Please give back only the lines below from the one containing "Instruction: What data" to the one containing "Map reading. Give", each repeated word for word, both ends included.

##### STORED DATA #####

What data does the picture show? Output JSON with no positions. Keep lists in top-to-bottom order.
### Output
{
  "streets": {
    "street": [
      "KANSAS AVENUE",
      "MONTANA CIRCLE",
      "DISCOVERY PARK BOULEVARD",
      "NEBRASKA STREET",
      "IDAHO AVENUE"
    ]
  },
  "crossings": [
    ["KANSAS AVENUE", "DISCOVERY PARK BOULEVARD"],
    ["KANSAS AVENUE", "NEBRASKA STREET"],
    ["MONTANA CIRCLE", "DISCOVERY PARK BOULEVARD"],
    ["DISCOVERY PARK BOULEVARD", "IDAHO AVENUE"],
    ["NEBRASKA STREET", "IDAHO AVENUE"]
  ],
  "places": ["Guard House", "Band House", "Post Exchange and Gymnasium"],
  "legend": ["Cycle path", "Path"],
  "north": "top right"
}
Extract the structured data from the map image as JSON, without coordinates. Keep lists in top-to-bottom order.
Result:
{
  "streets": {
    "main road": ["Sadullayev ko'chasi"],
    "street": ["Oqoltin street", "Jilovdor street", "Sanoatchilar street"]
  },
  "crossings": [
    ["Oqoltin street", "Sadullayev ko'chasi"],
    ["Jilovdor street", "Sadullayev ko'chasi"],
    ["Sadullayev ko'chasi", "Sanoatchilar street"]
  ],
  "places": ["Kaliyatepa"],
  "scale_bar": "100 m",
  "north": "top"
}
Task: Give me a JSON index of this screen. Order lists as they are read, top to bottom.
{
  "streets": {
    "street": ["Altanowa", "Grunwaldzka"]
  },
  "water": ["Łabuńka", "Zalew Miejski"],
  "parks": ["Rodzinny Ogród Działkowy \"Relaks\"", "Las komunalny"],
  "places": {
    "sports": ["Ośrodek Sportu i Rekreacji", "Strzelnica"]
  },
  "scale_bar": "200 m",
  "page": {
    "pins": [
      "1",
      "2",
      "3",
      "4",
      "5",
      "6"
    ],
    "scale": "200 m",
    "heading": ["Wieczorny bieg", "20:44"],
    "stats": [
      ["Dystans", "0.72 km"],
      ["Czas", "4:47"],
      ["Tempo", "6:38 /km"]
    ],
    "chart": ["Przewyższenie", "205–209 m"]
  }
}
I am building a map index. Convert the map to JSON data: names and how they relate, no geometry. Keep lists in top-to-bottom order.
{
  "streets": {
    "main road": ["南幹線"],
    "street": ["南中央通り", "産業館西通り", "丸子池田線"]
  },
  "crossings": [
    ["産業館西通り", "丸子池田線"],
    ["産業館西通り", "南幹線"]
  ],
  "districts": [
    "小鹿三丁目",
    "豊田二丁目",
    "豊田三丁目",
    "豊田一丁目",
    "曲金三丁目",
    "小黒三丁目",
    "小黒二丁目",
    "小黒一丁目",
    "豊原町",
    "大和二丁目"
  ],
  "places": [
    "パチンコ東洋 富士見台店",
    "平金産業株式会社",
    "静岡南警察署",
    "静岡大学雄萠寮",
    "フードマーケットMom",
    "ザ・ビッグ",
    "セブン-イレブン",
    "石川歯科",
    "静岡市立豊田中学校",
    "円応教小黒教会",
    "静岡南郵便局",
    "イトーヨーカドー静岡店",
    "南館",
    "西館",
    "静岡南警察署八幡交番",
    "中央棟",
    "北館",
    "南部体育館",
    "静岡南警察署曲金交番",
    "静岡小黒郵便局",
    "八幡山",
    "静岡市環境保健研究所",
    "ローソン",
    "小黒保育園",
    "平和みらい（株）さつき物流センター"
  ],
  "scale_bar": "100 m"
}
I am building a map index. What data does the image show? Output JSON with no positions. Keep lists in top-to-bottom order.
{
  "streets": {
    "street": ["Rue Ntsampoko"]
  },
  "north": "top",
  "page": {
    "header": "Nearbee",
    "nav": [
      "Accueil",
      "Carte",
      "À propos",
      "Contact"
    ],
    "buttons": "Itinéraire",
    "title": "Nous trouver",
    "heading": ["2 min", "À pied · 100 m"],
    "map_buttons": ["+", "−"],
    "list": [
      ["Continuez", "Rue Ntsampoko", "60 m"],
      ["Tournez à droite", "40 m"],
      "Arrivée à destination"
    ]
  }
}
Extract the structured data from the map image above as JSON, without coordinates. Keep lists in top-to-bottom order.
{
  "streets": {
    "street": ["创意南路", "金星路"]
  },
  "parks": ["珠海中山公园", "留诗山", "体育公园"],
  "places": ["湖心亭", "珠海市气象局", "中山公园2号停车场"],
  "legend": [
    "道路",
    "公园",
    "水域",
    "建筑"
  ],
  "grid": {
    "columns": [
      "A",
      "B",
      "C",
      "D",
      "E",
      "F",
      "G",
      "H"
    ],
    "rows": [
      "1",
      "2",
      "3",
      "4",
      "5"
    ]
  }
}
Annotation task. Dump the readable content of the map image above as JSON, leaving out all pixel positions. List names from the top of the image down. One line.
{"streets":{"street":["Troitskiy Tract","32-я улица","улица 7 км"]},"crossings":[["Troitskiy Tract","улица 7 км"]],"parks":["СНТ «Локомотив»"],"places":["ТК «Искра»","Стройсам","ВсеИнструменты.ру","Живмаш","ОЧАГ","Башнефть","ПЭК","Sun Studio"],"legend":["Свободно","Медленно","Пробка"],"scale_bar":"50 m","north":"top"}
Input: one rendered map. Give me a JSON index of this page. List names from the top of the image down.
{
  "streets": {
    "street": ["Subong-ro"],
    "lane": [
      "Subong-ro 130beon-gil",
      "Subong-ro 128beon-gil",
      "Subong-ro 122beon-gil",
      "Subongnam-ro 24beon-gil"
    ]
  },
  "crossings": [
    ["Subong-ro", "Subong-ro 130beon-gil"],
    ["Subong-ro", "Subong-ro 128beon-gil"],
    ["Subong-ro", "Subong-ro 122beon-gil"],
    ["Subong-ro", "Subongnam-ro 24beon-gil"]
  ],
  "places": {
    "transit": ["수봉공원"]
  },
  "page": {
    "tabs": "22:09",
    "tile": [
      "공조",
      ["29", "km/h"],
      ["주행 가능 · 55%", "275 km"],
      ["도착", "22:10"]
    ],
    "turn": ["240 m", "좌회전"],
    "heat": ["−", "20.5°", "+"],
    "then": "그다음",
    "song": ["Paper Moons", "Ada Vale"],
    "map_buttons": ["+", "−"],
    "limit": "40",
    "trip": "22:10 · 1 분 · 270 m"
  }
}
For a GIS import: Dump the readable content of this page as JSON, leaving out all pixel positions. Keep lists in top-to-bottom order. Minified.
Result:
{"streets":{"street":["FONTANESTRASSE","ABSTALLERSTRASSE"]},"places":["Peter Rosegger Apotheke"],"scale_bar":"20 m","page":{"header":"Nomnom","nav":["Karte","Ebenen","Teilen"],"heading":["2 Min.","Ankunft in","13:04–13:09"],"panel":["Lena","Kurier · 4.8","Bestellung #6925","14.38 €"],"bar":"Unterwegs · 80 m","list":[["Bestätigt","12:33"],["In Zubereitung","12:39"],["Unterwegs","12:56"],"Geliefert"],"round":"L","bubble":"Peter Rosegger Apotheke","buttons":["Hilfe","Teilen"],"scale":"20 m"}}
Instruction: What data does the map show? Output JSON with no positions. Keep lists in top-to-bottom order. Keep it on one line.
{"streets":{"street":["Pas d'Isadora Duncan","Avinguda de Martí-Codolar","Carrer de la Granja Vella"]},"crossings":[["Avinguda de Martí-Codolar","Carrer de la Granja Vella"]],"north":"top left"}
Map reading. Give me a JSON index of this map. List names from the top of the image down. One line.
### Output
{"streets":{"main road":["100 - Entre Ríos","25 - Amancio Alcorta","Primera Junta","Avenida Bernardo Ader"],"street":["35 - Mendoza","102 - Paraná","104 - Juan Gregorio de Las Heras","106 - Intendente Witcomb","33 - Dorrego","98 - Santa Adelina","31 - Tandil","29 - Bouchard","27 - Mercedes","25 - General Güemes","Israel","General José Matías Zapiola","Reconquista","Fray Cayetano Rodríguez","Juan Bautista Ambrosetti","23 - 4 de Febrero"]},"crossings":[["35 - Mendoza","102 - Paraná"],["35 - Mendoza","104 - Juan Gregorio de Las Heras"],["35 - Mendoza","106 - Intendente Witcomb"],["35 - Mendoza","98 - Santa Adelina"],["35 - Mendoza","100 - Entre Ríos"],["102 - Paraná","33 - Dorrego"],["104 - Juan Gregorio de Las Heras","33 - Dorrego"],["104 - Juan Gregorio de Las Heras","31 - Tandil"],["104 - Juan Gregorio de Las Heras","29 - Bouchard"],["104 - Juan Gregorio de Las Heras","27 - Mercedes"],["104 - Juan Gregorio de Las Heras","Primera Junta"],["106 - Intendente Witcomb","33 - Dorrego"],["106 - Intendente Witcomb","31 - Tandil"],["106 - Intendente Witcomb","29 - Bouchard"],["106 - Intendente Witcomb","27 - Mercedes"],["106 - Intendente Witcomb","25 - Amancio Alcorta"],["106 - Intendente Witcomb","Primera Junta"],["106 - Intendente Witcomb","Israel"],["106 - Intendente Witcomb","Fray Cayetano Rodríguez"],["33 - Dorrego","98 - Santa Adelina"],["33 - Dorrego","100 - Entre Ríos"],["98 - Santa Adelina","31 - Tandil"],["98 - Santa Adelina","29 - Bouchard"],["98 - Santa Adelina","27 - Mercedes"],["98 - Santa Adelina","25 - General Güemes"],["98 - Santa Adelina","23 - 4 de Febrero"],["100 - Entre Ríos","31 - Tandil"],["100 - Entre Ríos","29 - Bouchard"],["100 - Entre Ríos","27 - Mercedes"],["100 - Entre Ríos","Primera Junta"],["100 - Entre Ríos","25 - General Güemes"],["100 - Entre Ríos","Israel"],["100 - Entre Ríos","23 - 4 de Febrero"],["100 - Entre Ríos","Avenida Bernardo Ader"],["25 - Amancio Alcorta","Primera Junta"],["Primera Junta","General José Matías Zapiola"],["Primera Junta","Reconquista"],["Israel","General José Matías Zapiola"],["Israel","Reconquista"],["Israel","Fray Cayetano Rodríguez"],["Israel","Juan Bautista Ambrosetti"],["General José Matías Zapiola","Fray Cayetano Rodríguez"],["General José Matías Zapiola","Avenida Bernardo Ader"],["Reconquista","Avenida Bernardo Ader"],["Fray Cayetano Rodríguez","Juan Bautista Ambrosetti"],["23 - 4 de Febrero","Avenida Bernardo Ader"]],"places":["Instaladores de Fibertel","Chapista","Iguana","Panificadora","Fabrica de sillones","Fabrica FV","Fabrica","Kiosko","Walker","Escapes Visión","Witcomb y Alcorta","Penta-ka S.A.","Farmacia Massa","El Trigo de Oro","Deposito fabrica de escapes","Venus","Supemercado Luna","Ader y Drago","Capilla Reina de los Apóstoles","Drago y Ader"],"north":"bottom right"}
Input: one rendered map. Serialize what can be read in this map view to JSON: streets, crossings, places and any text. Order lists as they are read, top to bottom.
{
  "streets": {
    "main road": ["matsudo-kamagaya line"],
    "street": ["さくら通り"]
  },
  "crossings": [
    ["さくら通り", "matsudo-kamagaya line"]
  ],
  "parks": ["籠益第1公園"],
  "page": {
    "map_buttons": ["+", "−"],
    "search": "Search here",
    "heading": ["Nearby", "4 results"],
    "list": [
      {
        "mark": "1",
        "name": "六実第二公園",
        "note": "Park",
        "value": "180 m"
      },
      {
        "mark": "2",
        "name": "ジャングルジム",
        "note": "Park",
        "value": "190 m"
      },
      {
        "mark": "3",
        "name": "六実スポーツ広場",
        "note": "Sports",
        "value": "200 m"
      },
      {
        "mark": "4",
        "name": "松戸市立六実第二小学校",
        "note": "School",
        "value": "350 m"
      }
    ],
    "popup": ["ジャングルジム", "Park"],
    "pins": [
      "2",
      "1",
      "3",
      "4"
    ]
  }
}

#####

## [TASK ANSWER]
Instruction: What data does the map show? Output JSON with no positions. Keep lists in top-to-bottom order. Keep it on one line.
{"streets":{"street":["Pas d'Isadora Duncan","Avinguda de Martí-Codolar","Carrer de la Granja Vella"]},"crossings":[["Avinguda de Martí-Codolar","Carrer de la Granja Vella"]],"north":"top left"}
Map reading. Give me a JSON index of this map. List names from the top of the image down. One line.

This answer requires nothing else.